Les résultats plutôt limités, bien que généralement positifs, de ces essais ont conduit à un appel à des adaptations spécifiques à l'autisme des techniques standard de TCC (par exemple, NICE 2012). Cependant, à l'heure actuelle, il n'existe pas de lignes directrices dérivées empiriquement sur la meilleure façon d'adapter la pratique standard. Spain et Happé (2019) soulignent l'importance d'évaluer systématiquement les points de vue des personnes autistes elles-mêmes sur ce qu'elles espèrent tirer des thérapies cognitives et sur les aspects du traitement qu'elles trouvent plus ou moins utiles.

Il existe également un certain nombre d'autres approches qui peuvent contribuer à réduire les problèmes de santé mentale et à améliorer la qualité de vie des personnes autistes. Par exemple, il est prouvé que faciliter l'accès à un plus large éventail de programmes de loisirs peut contribuer à améliorer à la fois les compétences cognitives et sociales et la qualité de vie générale (Bishop-Fitzpatrick et al. 2017 ; Garcia-Villamisar et al. 2017 ; Stacey et al. 2019). Les recherches de Bishop-Fitzpatrick et al. (2018) ont également indiqué l'importance du soutien social, et des interventions visant à améliorer les compétences de la vie quotidienne, pour réduire le stress et améliorer la qualité de vie.

Enfin, les récits personnels de nombreux adultes autistes ont mis en évidence l'impact très négatif que les facteurs sensoriels et environnementaux peuvent avoir sur leur vie. Les modifications de l'environnement physique (par exemple, les adaptations du son ambiant, de l'éclairage, de l'espace ou de la température), du milieu social (par exemple, la réduction des exigences sociales ou des facteurs de stress, l'évitement de l'ambiguïté) ou des routines quotidiennes (par exemple, l'augmentation de la prévisibilité, la réduction de l'incertitude, le développement d'intérêts, d'aptitudes et de compétences spécialisés) peuvent toutes contribuer à réduire le stress et l'anxiété et à améliorer le fonctionnement général et le bien-être (Fuentes et al. 2020). Lorsque des problèmes émotionnels et/ou comportementaux surviennent, il faut se concentrer sur l'exploration des déclencheurs environnementaux possibles et apporter des modifications, si nécessaire, à l'environnement physique, sensoriel et/ou social (Matson et al. 2011).

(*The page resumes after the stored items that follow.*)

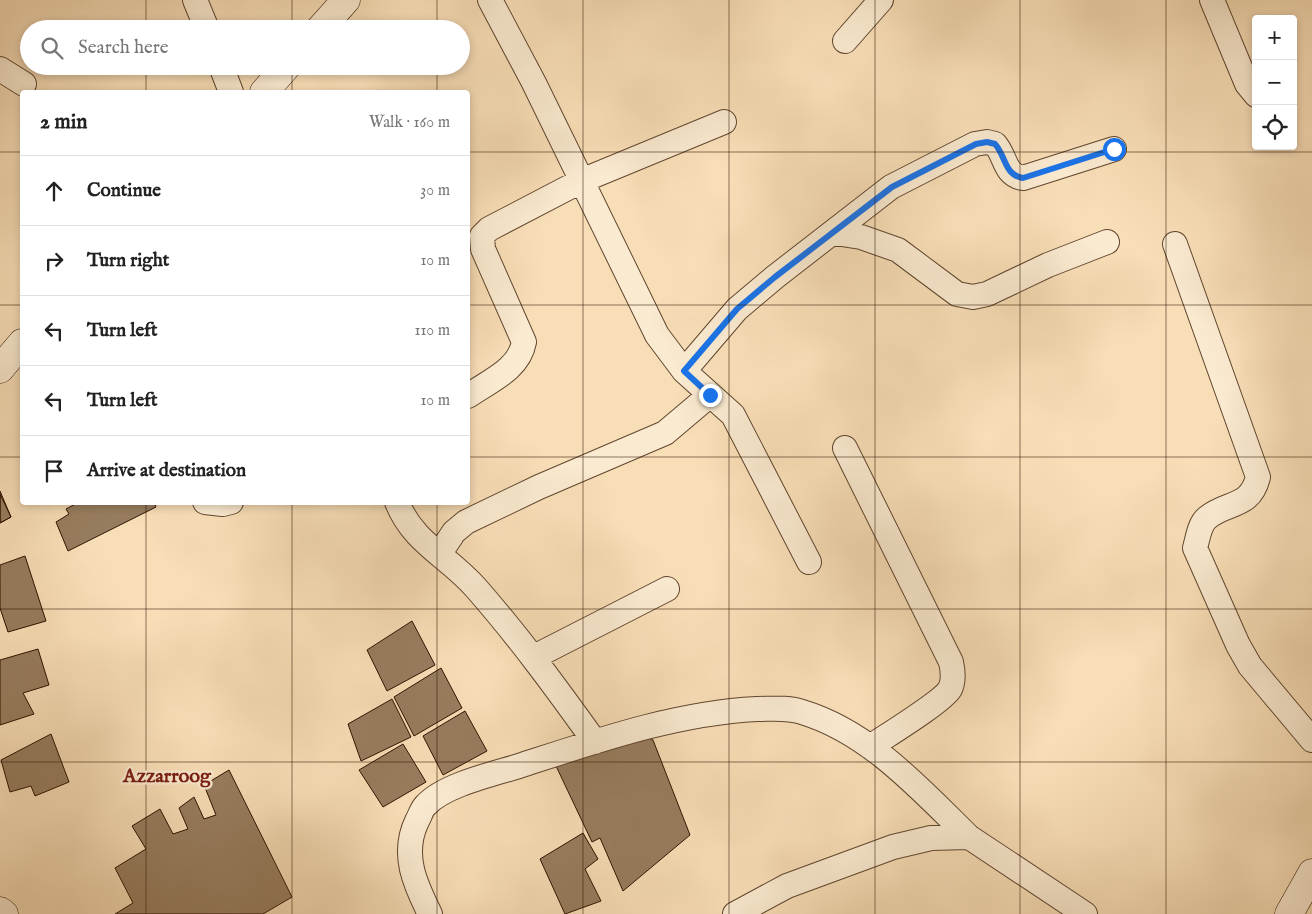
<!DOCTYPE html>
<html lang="en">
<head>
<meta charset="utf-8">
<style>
	:root { --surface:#fff; --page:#f6f6f6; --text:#222; --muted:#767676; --line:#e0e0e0 }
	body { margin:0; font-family:"IM FELL English",serif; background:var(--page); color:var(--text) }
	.controls { position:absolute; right:15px; top:15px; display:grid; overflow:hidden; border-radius:5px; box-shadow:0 2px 8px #0003 }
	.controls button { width:45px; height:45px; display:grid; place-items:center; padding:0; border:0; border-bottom:1px solid var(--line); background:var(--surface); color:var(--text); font:25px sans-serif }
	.stop { position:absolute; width:15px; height:15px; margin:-11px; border:4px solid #1a73e8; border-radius:50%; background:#fff }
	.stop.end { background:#1a73e8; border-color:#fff; box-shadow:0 1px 5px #0008 }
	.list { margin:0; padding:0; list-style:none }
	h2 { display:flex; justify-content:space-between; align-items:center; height:65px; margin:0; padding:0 20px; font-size:21px }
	h2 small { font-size:16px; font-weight:400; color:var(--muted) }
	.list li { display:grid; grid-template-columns:32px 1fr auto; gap:15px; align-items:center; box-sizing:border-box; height:70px; padding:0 20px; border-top:1px solid var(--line) }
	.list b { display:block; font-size:19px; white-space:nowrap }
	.list em { font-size:16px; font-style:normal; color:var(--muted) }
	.icon { flex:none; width:28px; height:28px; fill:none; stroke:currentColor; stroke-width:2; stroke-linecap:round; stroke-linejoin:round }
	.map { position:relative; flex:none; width:1312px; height:914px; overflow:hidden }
	.search { position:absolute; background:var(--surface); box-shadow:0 2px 8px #0003; left:20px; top:20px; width:450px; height:55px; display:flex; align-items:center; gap:12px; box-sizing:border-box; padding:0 18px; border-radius:28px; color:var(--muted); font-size:19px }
	.panel { position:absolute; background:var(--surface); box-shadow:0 2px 8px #0003; left:20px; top:90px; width:450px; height:415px; border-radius:5px }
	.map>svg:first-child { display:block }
</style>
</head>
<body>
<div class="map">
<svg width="1312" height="914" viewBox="0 0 1312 914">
	<rect width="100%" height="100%" fill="#f8deb7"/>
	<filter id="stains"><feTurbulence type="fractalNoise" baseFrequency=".004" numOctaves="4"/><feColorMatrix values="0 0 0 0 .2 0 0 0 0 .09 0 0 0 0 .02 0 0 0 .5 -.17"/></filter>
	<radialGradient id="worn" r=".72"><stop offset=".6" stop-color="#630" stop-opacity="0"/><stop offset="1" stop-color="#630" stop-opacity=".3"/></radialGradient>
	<!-- building -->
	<path fill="#977d5f" stroke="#2e1300" d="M0,491l11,26 -11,6z
		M0,494l11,23 -11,6z
		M79,502h75l2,5 -88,44 -12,-29 13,-8 -3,-5z
		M25,556l21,65 -38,11 -8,-24v-43z
		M412,621l23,44 -48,26 -20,-41z
		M38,649l11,36 -26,8 11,21 -34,11v-65z
		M441,668l21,40 -48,28 -20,-39z
		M392,699l19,38 -50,24 -13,-37z
		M465,711l22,40 -44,24 -20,-39z
		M639,733l14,7 37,95 -67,56 -23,-53 -8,4 -36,-76z
		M51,734l18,48 -34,14 -4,-10 -21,6 -9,-32z
		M403,744l23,38 -43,25 -24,-37z
		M229,770l63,127 -29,17h-148l18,-11 -18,-35 31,-19 -14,-23 28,-17 13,25 15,-5 -9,-21 15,-11 10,22 12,-4 -12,-30z
		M583,833l15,26 -13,10 16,32 -36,13 -25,-55z"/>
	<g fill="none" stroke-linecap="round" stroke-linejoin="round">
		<!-- street casing -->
		<g stroke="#60462e" stroke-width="26">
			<path id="street" d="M195,0l12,29
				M490,0l44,83 123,252 27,36 49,44 76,147
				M1212,0l35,84 9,11
				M845,41l36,-41
				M221,66l10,26
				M0,69l24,15
				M835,233l26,4 37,13 59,44 16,3 14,-3 61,-29 59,-23
				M1175,244l83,233c-8,32 -31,24 -51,41 -8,7 -9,20 -12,30l43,97 12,21 62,74
				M684,371l53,-62 38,-32 116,-90 84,-43 12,-2 8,2c11,12 9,31 28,34l91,-29
				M468,396c21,-15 51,-26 56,-54l-41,-93 -1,-13 7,-7 92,-48 143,-59
				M845,448l106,214c2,9 3,19 -1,27 -8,13 -64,47 -80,58
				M205,502l18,2 8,-2
				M397,502c16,41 51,54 79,86 43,49 81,101 119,154
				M440,553l14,-21 12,-10 73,-35 126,-54 45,-38
				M534,657l133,-68
				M430,914c-15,-30 -29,-60 -13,-93 3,-5 5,-13 9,-16 18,-20 67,-31 93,-39 77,-25 157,-53 238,-57 14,0 31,-2 45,3 67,20 118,77 167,125
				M735,914l52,-28 106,-39 38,-9 38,-1 116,77"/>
		</g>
		<!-- secondary casing -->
		<g stroke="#2e1300" stroke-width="29">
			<path id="secondary" d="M320,29l26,-29
				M264,92l23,-26
				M0,369l22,-26
				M0,911l4,3
				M1289,914l23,-41"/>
		</g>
		<!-- street -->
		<use href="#street" stroke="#faead0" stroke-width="24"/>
		<!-- secondary -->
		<use href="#secondary" stroke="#faead0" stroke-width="28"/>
	</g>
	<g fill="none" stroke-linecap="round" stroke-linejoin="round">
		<!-- route -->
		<path stroke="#1a73e8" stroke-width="6" d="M710,395l-26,-24 53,-62 38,-32 117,-90 84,-43 11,-2 8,2c11,12 9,31 28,34l91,-29"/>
	</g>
	<!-- grid -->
	<path fill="none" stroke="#2e1300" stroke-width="1" stroke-opacity="0.55" d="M146,0v29M292,0v29M437,0v29M583,0v914M729,0v914M875,0v914M1020,0v914M1166,0v914M146,66v26M292,66v26M437,66v26M0,152h22M468,152h844M0,305h22M468,305h844M0,457h22M468,457h844M146,502v412M292,502v412M437,502v412M0,609h1312M0,762h1312"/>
	<g text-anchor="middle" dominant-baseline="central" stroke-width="4.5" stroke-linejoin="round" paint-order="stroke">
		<!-- district labels -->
		<g font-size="20" font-weight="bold" fill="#7a1f14" stroke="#faead0">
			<text x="167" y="776">Azzarroog</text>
		</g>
	</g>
	<rect width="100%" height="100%" filter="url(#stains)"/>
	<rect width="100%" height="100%" fill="url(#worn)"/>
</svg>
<div class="controls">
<button>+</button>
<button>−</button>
<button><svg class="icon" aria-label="locate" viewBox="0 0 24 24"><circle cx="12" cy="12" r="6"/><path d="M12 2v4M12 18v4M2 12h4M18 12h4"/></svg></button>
</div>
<div class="stop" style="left:1114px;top:149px"></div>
<div class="stop end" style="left:710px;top:395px"></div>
<div class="search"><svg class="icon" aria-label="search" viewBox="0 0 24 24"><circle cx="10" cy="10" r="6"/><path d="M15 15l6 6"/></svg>Search here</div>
<section class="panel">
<h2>2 min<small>Walk · 160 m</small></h2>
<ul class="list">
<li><svg class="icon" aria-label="ahead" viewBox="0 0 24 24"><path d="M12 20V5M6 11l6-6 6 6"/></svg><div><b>Continue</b></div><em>30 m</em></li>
<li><svg class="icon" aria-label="right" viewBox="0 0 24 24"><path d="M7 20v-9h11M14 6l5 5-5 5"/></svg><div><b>Turn right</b></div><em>10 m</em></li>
<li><svg class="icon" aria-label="left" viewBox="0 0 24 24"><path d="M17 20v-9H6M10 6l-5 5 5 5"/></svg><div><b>Turn left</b></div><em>110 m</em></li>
<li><svg class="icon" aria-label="left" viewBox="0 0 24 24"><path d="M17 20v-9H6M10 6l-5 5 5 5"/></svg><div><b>Turn left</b></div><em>10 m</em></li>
<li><svg class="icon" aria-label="arrive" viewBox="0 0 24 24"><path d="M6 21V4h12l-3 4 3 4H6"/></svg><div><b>Arrive at destination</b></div></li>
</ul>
</section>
</div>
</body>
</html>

Améliorer la santé physique

Comme indiqué ci-dessus, il existe un risque accru de problèmes physiques dans l'autisme, qui peuvent entraîner des problèmes de santé chroniques, voire une mortalité prématurée (Cashin et al. 2018). Chez les personnes ayant des capacités cognitives ou verbales plus élevées, la reconnaissance par les services du risque accru de suicide et la mise en place de soutiens psychothérapeutiques et environnementaux pour réduire l'anxiété et la dépression sont essentielles. Il est nécessaire d'améliorer les soins médicaux de base dispensés par le personnel soignant afin de réduire les taux de décès associés à la déficience intellectuelle ou aux affections physiques ou neurologiques. Le personnel des services de santé, dans tous les établissements de soins ambulatoires et hospitaliers, a besoin d'une formation pour comprendre les besoins spécifiques des personnes autistes et les nombreux obstacles - personnels, environnementaux et administratifs - qui les empêchent de recourir soit à des contrôles médicaux réguliers, soit à un traitement en cas de problème (Camm-Crosbie et al. 2019 ; Mason et al. 2019 ; Vogan 2017). Un récent atelier organisé par Autistica, l'une des principales organisations caritatives britanniques dans le domaine de l'autisme, a réuni des adultes autistes, des proches, des cliniciens, des gestionnaires, des responsables cliniques, des chercheurs internationaux et des bailleurs de fonds dans le but d'établir un programme clinique et de recherche pour améliorer la santé physique et le bien-être. Les principales priorités identifiées sont les suivantes : la nécessité d'une étude systématique des obstacles à l'efficacité des soins de santé ; l'identification de ce qui constitue un service de santé "adapté à l'autisme" ; un kit d'outils en ligne pour faciliter les soins de santé primaires des adultes autistes ; un programme personnalisé de bilan de santé annuel ; l'étude des difficultés de santé spécifiques aux adultes plus âgés et des traitements potentiels pour ces derniers (notamment en ce qui concerne les problèmes cardiovasculaires et intestinaux), et l'engagement avec la communauté autiste pour améliorer les connaissances sur les facteurs susceptibles d'améliorer la santé et le bien-être (Warner et al. 2019). Le rapport a également identifié la nécessité d'enquêter sur l'utilisation et les expériences des personnes autistes âgées dans les établissements résidentiels.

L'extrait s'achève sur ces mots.